第十二話 訓練 下
飛翔訓練場には生徒達が既に待機していた。
支給されたTシャツに短パン。普段と違い、やや緊張気味のようだ。
「すまん、待たせた」
「風倉教官に敬礼!」『よろしくお願いしますっ!』
「お、おお……」
委員長の三枝の号令一下、一人を除く全員が敬礼した。
俺も返礼し、壁に背を預け紫髪を三つ編みにしている小柄な少女をちらり。おい、何をした?
すると、クレアは気まずそうに視線を逸らした。……ったく。
不機嫌そうなショートカットの副委員長へ尋ねる。
「皆、随分と気合が入っているな。七夕、何があった?」
「……そこのお姫様が、教官が来る前に私達へ飛翔を見せびらかしたんです。
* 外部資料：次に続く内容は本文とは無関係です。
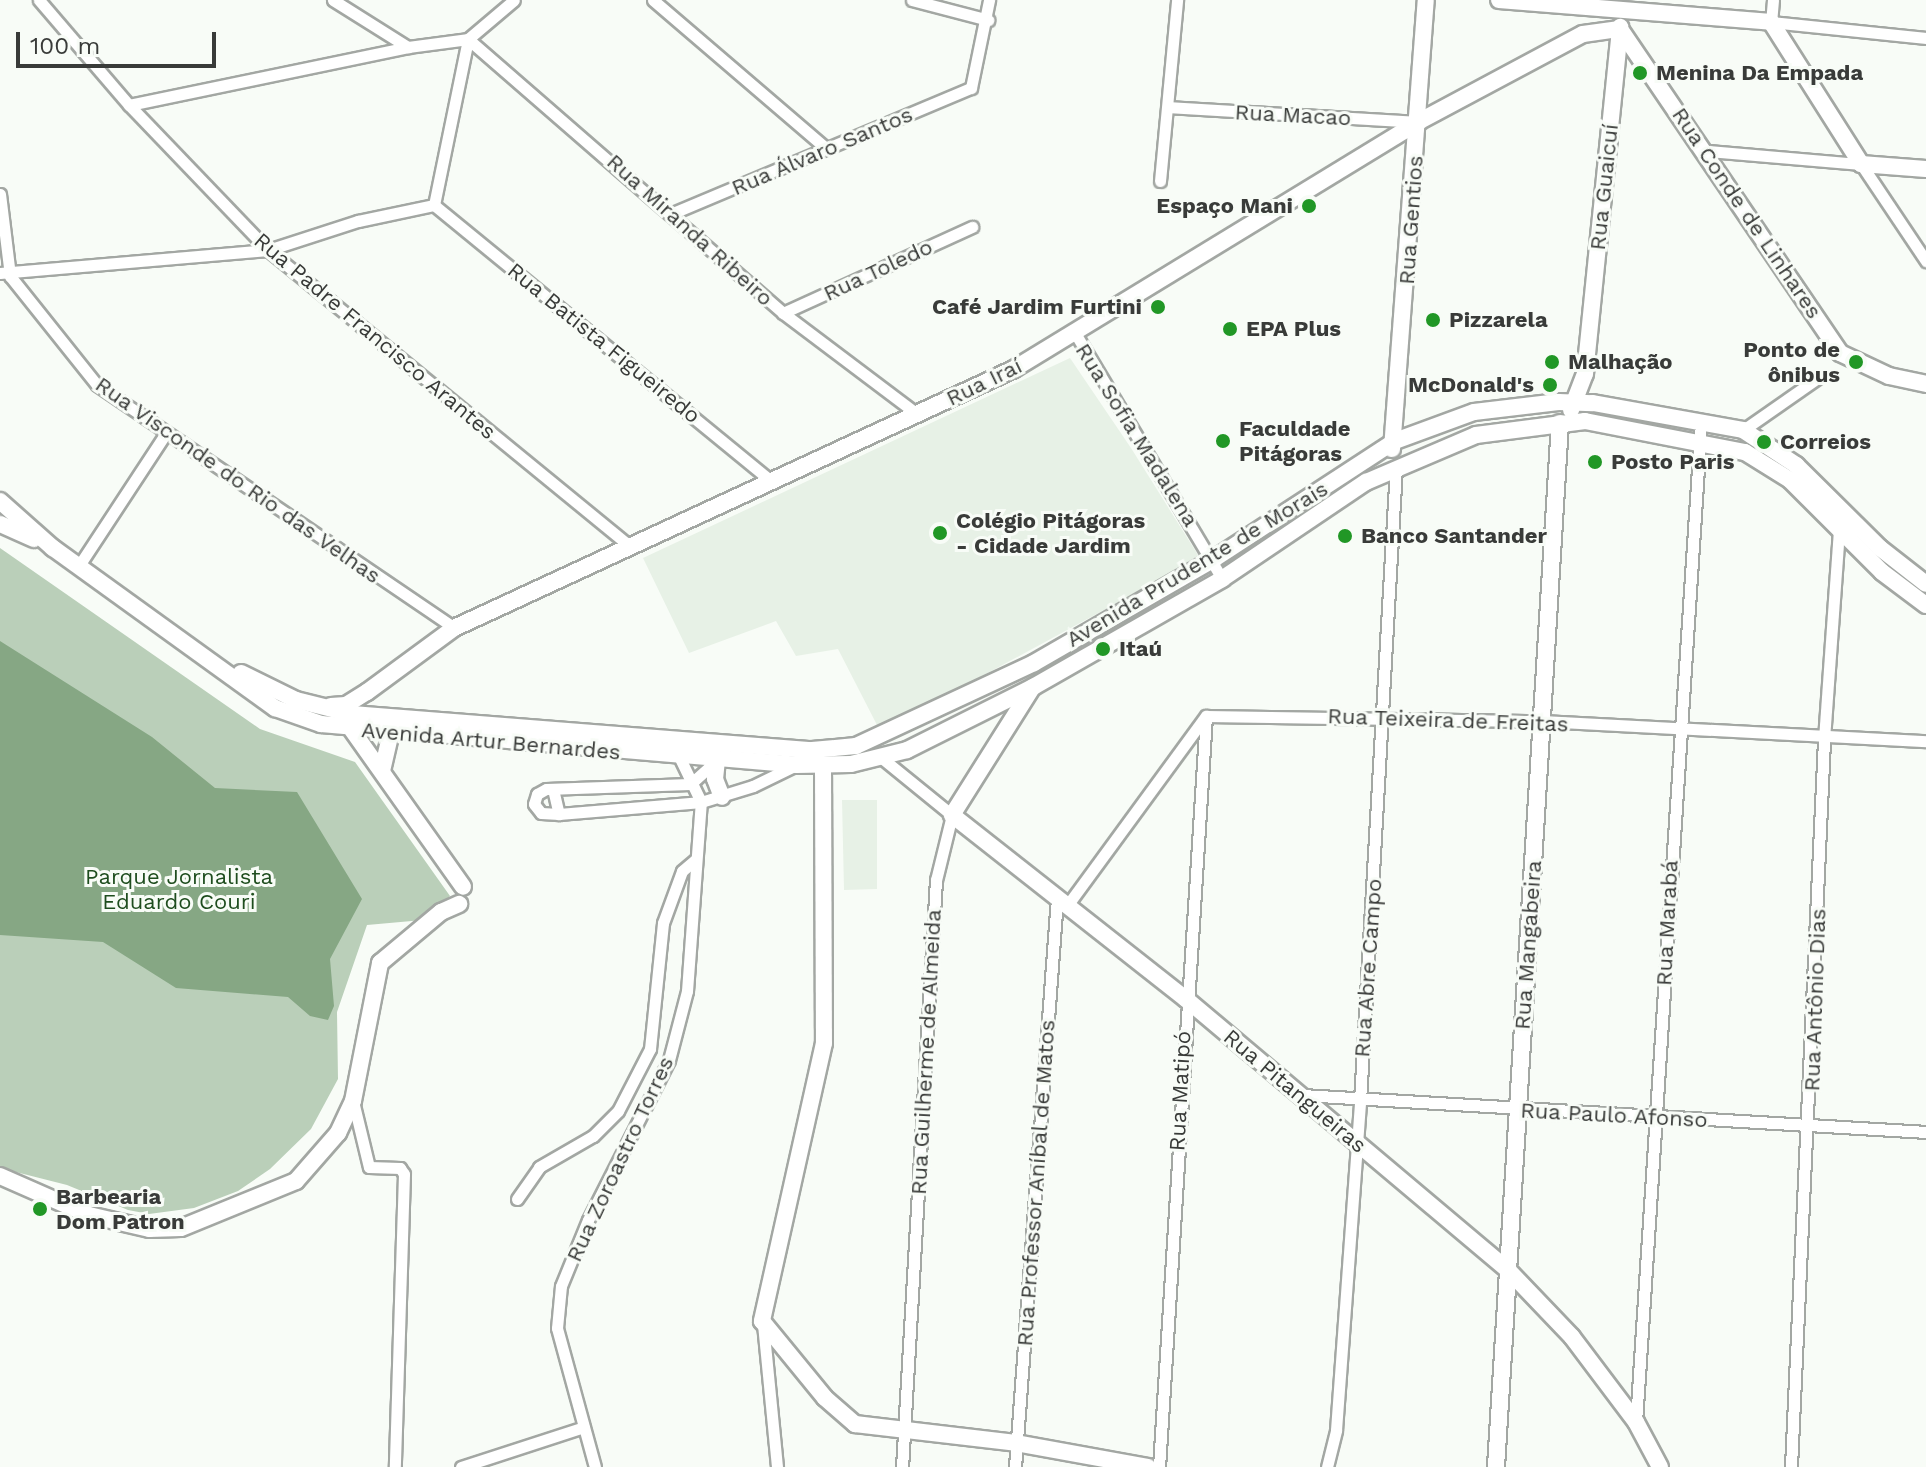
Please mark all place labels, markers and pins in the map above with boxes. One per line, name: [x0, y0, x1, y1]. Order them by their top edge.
place label: Menina Da Empada: [1656, 60, 1864, 86]
marker: Menina Da Empada: [1631, 64, 1649, 82]
place label: Espaço Mani: [1156, 193, 1293, 219]
marker: Espaço Mani: [1300, 197, 1318, 215]
place label: Café Jardim Furtini: [932, 294, 1142, 320]
marker: Café Jardim Furtini: [1149, 298, 1167, 316]
place label: Pizzarela: [1449, 307, 1548, 333]
marker: Pizzarela: [1424, 311, 1442, 329]
place label: EPA Plus: [1246, 316, 1342, 342]
marker: EPA Plus: [1221, 320, 1239, 338]
place label: Ponto de ônibus: [1743, 336, 1840, 388]
place label: Malhação: [1568, 349, 1673, 375]
marker: Malhação: [1543, 353, 1561, 371]
marker: Ponto de ônibus: [1847, 353, 1865, 371]
place label: McDonald's: [1408, 372, 1534, 398]
marker: McDonald's: [1541, 376, 1559, 394]
place label: Faculdade Pitágoras: [1239, 415, 1350, 466]
place label: Correios: [1780, 429, 1871, 455]
marker: Faculdade Pitágoras: [1214, 432, 1232, 450]
marker: Correios: [1755, 433, 1773, 451]
place label: Posto Paris: [1611, 449, 1734, 475]
marker: Posto Paris: [1586, 453, 1604, 471]
place label: Colégio Pitágoras - Cidade Jardim: [956, 507, 1145, 558]
place label: Banco Santander: [1361, 523, 1547, 549]
marker: Colégio Pitágoras - Cidade Jardim: [931, 524, 949, 542]
marker: Banco Santander: [1336, 527, 1354, 545]
place label: Itaú: [1119, 636, 1162, 662]
marker: Itaú: [1094, 640, 1112, 658]
place label: Barbearia Dom Patron: [56, 1183, 185, 1234]
marker: Barbearia Dom Patron: [31, 1200, 49, 1218]

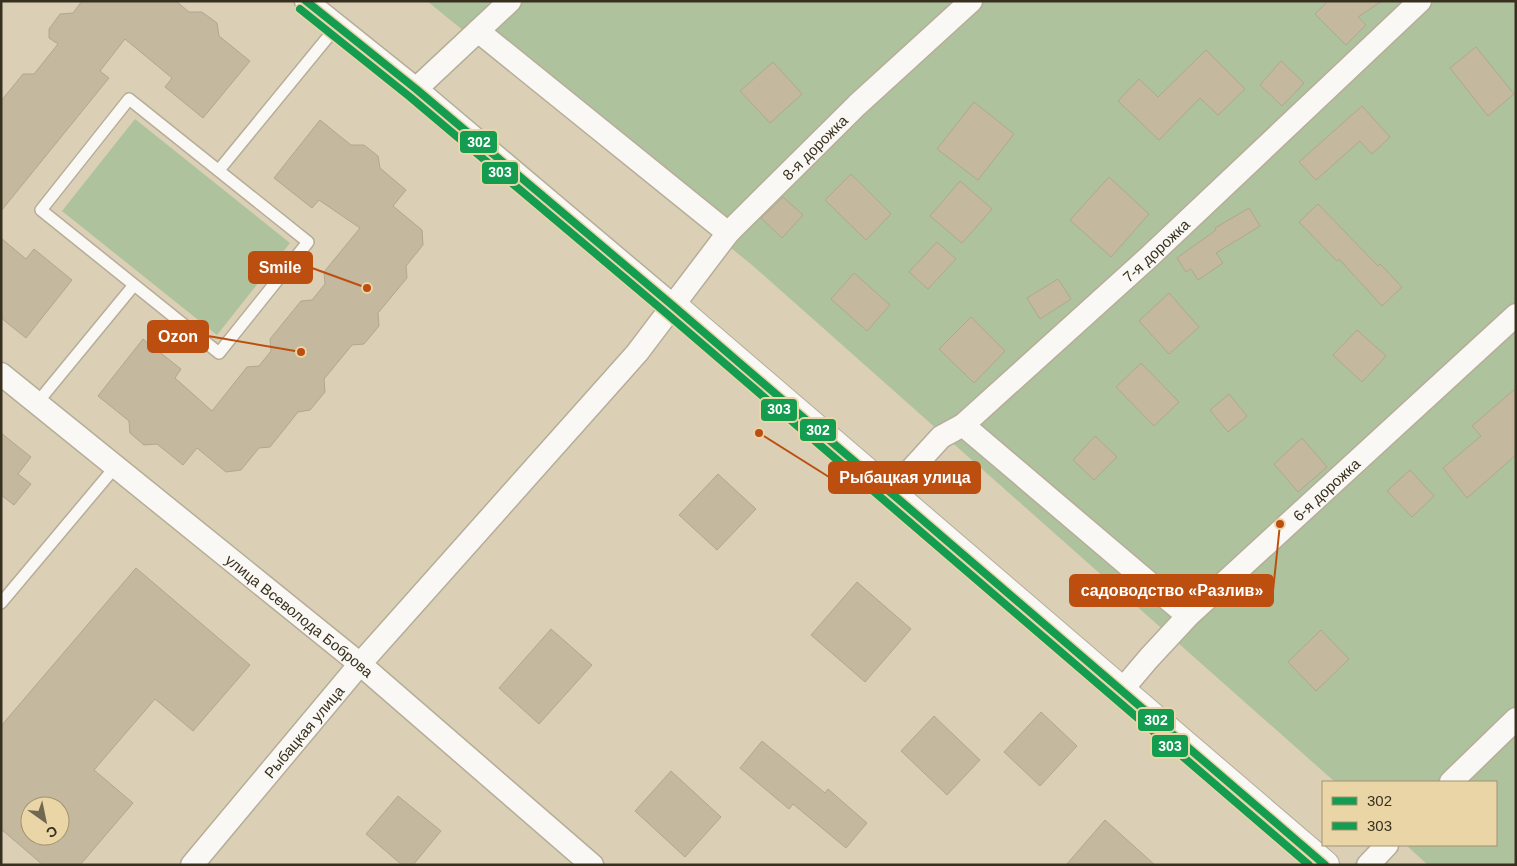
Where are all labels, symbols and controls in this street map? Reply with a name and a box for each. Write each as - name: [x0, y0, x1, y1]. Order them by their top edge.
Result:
- street label: 8-я дорожка: [779, 111, 851, 183]
- line badge: 302: [459, 130, 498, 154]
- text: 302: [467, 134, 491, 150]
- line badge: 303: [481, 161, 519, 185]
- text: 303: [488, 164, 512, 180]
- street label: 7-я дорожка: [1119, 215, 1193, 285]
- callout: Smile: [249, 252, 312, 283]
- text: Smile: [259, 259, 301, 276]
- callout: Ozon: [148, 321, 208, 352]
- text: Ozon: [158, 328, 198, 345]
- line badge: 303: [760, 398, 798, 422]
- text: 303: [767, 401, 791, 417]
- line badge: 302: [799, 418, 837, 442]
- text: 302: [806, 422, 830, 438]
- street label: 6-я дорожка: [1289, 454, 1363, 524]
- callout: Рыбацкая улица: [829, 462, 980, 493]
- text: Рыбацкая улица: [839, 469, 971, 486]
- street label: улица Всеволода Боброва: [222, 551, 377, 681]
- callout: садоводство «Разлив»: [1070, 575, 1273, 606]
- text: садоводство «Разлив»: [1081, 582, 1263, 599]
- street label: Рыбацкая улица: [260, 681, 347, 781]
- line badge: 302: [1137, 708, 1175, 732]
- text: 302: [1144, 712, 1168, 728]
- line badge: 303: [1151, 734, 1189, 758]
- text: 303: [1158, 738, 1182, 754]
- legend: [1322, 781, 1497, 846]
- text: 302: [1367, 792, 1392, 809]
- north arrow: [20, 796, 70, 846]
- text: 303: [1367, 817, 1392, 834]
- text: С: [43, 822, 61, 841]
それで、少々揉めました」
「風倉教官っ! 早く教えてくださいっ!」「私達も早く、戦えるようになりたいでんすっ!」「……この前のサイレンで、小さい頃を思い出しました」「【幻影】と戦えるのは【戦乙女】だけ。ならっ」「私達だって、御役に立てるようになりたいんですっ!」「教官達や御姉様達だけを戦わせて、逃げるのは嫌です」
三枝を先頭に少女達が俺へ詰め寄ってきた。
加わっていない七夕も、真剣な視線で俺を射抜いてくる。
俺は両手を出し、生徒達を押し留める。
「お前達の熱意は分かった! 分かったからっ!! 落ち着け。まずは、説明をさせてくれ」
『……は、はい』
少女達は、自分達が興奮していたことに気付き恥ずかしそうに顔を伏せた。先の襲撃で、やる気や決意に火がついてしまったようだ。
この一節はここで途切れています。